Não há dúvida de que não falamos tudo aquilo que pensamos, nem revelamos todas as nossas imperfeições. Mesmo quando estamos cientes de nossas mazelas desejamos ser estimados pelos outros e, mais do que isso, nos consideramos dignos de estima. A verdade sobre nossas imperfeições – os desejos mais sangrentos, as vinganças cruéis, as traições sutis, as fofocas devastadoras, a inveja, a cobiça, a preguiça, o desejo de poder, o orgulho – é cuidadosamente escondida dos outros homens. Empreendemos um grande esforço a fim de encobrir os nossos defeitos tanto dos outros quanto de nós mesmos. Todas as misérias que não toleramos escondemos daqueles que nos rodeiam e, obcecados pela repetição hipócrita das mentiras que divulgamos, começamos a acreditar nestas distorções que criamos quando falamos de nós mesmos. É desta maneira que produzimos “uma ilusão voluntária”,[2] como bem destacou Blaise Pascal.
A ilusão que criamos sobre nós é um obstáculo que não nos permite reconhecer nossos defeitos, a verdade sobre nosso caráter, impelindo-nos a odiar aqueles que nos revelam a realidade que não suportamos. Não nos agrada que os outros mintam para nós, mas se alguém nos diz a verdade, desnudando a precariedade que não enxergamos, o odiamos abertamente. Queremos que os outros reafirmem a imagem ou a máscara que forjamos para viver socialmente. E como inventamos tal máscara? Repetimos no cotidiano aquilo que gostaríamos de ser, a tal ponto que, com o tempo, acreditamos que somos aquilo que fantasiamos. Tal máscara esconde inúmeras características que repugnamos e que são inaceitáveis socialmente. Porém, quando alguém quebra esta mentira de caráter, a fim de nos livrar da ignorância de nossas imperfeições, o acusamos de injusto. No entanto, este indivíduo que revela abertamente o que não queremos ver e ouvir é aquele que deveríamos chamar de amigo.
O amigo é aquele que diz a verdade sobre nós e não repete o movimento de autoengano que promove uma sociabilidade relativamente pacífica e medíocre. Na realidade, contudo, cultivamos uma aversão à verdade: dizê-la é desvantajoso para aqueles que a dizem. É certo que não queremos que ninguém minta para nós, mas mentimos para os outros escamoteando os nossos defeitos. Portanto, se nos mentem, repudiamos o mentiroso, e se nos dizem a verdade, odiamos quem no-la diz. Ora, o ser humano é muito contraditório, e tão instável que não sabe nem mesmo o que quer.
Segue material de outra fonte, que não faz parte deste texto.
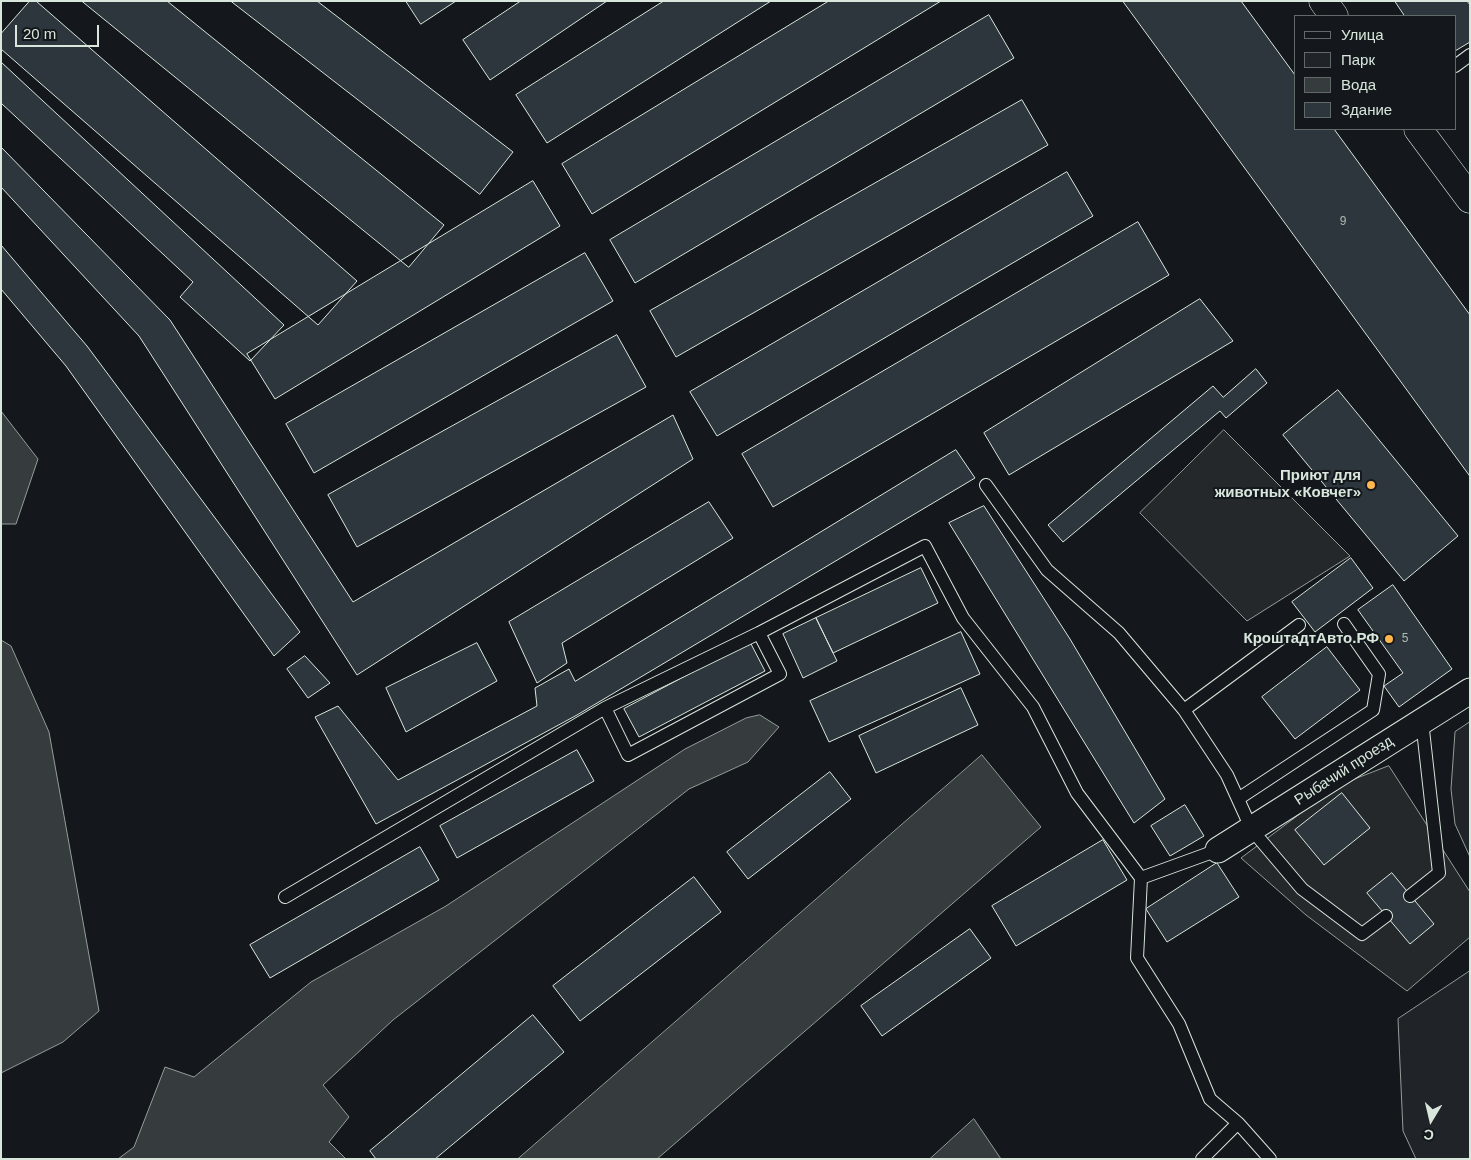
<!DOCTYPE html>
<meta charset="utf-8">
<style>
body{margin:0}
#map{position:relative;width:1471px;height:1160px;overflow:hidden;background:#14181c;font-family:Arial,sans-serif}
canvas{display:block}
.frame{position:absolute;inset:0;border:2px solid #d8e6dc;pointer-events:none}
.legend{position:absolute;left:1294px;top:15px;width:162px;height:115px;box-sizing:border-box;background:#14181c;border:1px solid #626a69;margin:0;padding:6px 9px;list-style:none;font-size:15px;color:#d8e6dc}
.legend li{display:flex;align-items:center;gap:10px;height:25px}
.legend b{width:25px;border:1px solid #626a69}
.north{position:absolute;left:1406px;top:1095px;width:50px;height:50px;-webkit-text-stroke:4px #14181c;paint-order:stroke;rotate:189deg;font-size:14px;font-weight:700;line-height:20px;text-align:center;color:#d8e6dc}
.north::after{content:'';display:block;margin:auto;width:18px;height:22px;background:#d8e6dc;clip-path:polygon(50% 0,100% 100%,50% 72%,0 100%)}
.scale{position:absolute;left:15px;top:25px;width:84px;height:22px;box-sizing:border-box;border:2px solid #d8e6dc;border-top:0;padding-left:6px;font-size:15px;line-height:18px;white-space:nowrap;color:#d8e6dc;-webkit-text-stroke:4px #14181c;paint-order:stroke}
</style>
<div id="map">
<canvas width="1471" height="1160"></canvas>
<div class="frame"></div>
<ul class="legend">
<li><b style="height:6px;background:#14181c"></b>Улица</li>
<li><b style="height:14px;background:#202428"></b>Парк</li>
<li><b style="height:14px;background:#363b3e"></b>Вода</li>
<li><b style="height:14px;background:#2c363c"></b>Здание</li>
</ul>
<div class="north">С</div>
<div class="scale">20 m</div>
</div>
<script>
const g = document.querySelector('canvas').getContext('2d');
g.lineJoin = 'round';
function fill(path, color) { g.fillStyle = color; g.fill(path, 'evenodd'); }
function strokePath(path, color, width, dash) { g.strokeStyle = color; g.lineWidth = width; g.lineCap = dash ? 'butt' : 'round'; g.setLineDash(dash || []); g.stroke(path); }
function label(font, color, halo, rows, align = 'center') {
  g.font = font + ' Arial,sans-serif'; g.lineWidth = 4; g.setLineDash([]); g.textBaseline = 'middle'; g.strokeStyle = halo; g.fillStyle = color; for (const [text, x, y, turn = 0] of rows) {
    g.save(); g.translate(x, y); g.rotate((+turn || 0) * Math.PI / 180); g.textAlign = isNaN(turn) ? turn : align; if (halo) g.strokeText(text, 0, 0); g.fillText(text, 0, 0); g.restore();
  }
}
const green = new Path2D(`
 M1470,722v135l-15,-33 -4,-35 4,-57z
 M1470,971v188h-54l-13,-28 -5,-112z`);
fill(green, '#202428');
strokePath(green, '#939e99', 1);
const parking = new Path2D(`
 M1224,430l126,126 -103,65 -107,-108z
 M1389,766l81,126v45l-63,54 -101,-76 -65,-57 96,-72z`);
fill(parking, '#24282b');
strokePath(parking, '#939e99', 1);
const water = new Path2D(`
 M1,411l37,48 -22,65h-15z
 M1,640l10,6 38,86 50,279 -36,31 -62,31z
 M760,715l19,12 -31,35 -59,27 -296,231 -70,65 26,32 -20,25 17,17h-228l16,-12 31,-80 29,10 117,-95 135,-76 239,-157 61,-31z
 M982,755l59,72 -384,332h-139z
 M974,1119l27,40h-71z`);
fill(water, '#363b3e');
strokePath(water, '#939e99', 1);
const building = new Path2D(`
 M30,1h6l321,280 -39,44 -317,-276v-15z
 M82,1h85l277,224 -35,42z
 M231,1h86l196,151 -33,42z
 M406,1h50l-35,23z
 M521,1h86l-117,79 -27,-40z
 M664,1h107l-224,142 -31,-48z
 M829,1h112l-349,213 -30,-50z
 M1123,1h118l54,74v54h39l136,186v161z
 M1395,1h72l3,4v37l-15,9v-35h-50z
 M989,15l25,43 -379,225 -25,-43z
 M1,62l283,263 -34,36 -70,-64 13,-15 -192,-179z
 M1022,100l26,45 -372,212 -26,-46z
 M1,147l169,173 183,282 320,-187 20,44 -336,216 -218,-339 -138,-149z
 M1067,172l26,44 -376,220 -27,-44z
 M533,181l27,45 -285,173 -28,-45z
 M1138,222l31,53 -396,232 -31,-53z
 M1,245l86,101 213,286 -26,24 -208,-290 -65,-77z
 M585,253l28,48 -299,172 -28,-49z
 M1200,299l33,42 -224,134 -25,-42z
 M617,335l29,52 -289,160 -29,-52z
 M1256,369l11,14 -41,35 -6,-7 -157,131 -15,-17 165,-139 10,11z
 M1338,390l120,146 -54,45 -121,-146z
 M956,450l19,28 -398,237 -201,109 -61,-107 23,-11 60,74 139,-74 -2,-18 34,-19 6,12z
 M709,502l24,36 -171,105 5,20 -30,20 -28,-61z
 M984,506l86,133 95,160 -31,24 -185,-300z
 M1351,558l22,30 -58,44 -23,-30z
 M921,568l17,35 -105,50 -17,-35z
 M1393,585l59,84 -53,38 -15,-21 19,-13 -45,-63z
 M816,618l21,43 -34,17 -20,-44z
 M961,632l19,42 -151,68 -19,-41z
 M750,642l15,29 -126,66 -15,-28z
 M477,643l20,38 -91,51 -20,-44z
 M1327,647l33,43 -65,49 -33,-42z
 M305,656l25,27 -22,15 -21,-29z
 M961,688l17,37 -102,48 -17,-37z
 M577,750l17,31 -137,77 -17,-32z
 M830,772l21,27 -103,80 -21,-27z
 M1342,793l28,35 -46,37 -29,-35z
 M1185,805l19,31 -34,20 -19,-30z
 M1103,840l24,40 -111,66 -24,-40z
 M420,847l19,33 -169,98 -20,-33z
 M1217,863l22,34 -72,45 -21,-33z
 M1392,873l42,51 -24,20 -43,-51z
 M694,877l27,35 -141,109 -27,-35z
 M970,929l21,29 -109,78 -21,-30z
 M533,1015l31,37 -129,107h-59l-6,-8z`);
fill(building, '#2c363c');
strokePath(building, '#d8e6dc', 1);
const service = new Path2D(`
 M1455,66l15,-11
 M986,485l61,85 72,63 65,77 43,65 25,55 50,59 60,45 24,-18
 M759,633l21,41 -152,81 -23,-47 154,-75 166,-87 38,72 70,89 44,86 64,85 -4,80 42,66 31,75 28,24
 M1184,710l115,-85
 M1238,799l135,-89 6,-36 -35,-50
 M1141,878l77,-28
 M1410,896l29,-23 -17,-152
 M285,897l320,-189
 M1202,1159l36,-36 32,36`);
const minor = new Path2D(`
 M1218,850l252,-159`);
const tertiary = new Path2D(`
 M1323,1l11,15
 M1418,129l52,70`);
strokePath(service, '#d8e6dc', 14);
strokePath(minor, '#d8e6dc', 27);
strokePath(tertiary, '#d8e6dc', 29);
strokePath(service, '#14181c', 12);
strokePath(minor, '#14181c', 25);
strokePath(tertiary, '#14181c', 28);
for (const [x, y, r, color] of [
 [1371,485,5,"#ffb74d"],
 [1389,639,5,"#ffb74d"]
]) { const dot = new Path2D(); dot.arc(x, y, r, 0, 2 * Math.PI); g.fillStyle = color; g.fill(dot); strokePath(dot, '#14181c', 2); }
label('12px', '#adbab4', null, [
 ["9",1343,222],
 ["5",1405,639]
]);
label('bold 15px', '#d8e6dc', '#14181c', [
 ["Приют для",1361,476],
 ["животных «Ковчег»",1361,493],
 ["КроштадтАвто.РФ",1379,639]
], 'right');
label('15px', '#d8e6dc', '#14181c', [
 ["Рыбачий проезд",1344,771,-33]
]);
</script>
Um surto de verdade traria a qualquer cidade uma epidemia de confusão. A verdade não é deste mundo e, até onde sabemos, de nenhum outro. Onde reina a verdade não há civilização. Ser civilizado é, em certa medida, fazer um pacto com a mentira que funda as relações sociais e, por consequência, as mantêm. Se, por algum milagre, alguém conseguisse impedir que a mentira fosse o fundamento da vida em sociedade, será que conseguiria fundar a civilização em algum outro critério que pudesse gerar um mínimo de convivência pacífica e ordenada? Por exemplo: todos devem revelar seus vãos pensamentos indiscriminadamente. Se assim o fosse, não tenho dúvida de que a vida em sociedade seria um caos! Sublinho, porém, ao leitor apressado, que não se trata de sustentar uma apologia à mentira, mas indagar o quanto de verdade suportamos para viver em sociedade, como indagou Nietzsche. Por hora, não podemos esquecer que o engodo é parte das relações sociais e, negar isso, é confessar a nossa própria hipocrisia.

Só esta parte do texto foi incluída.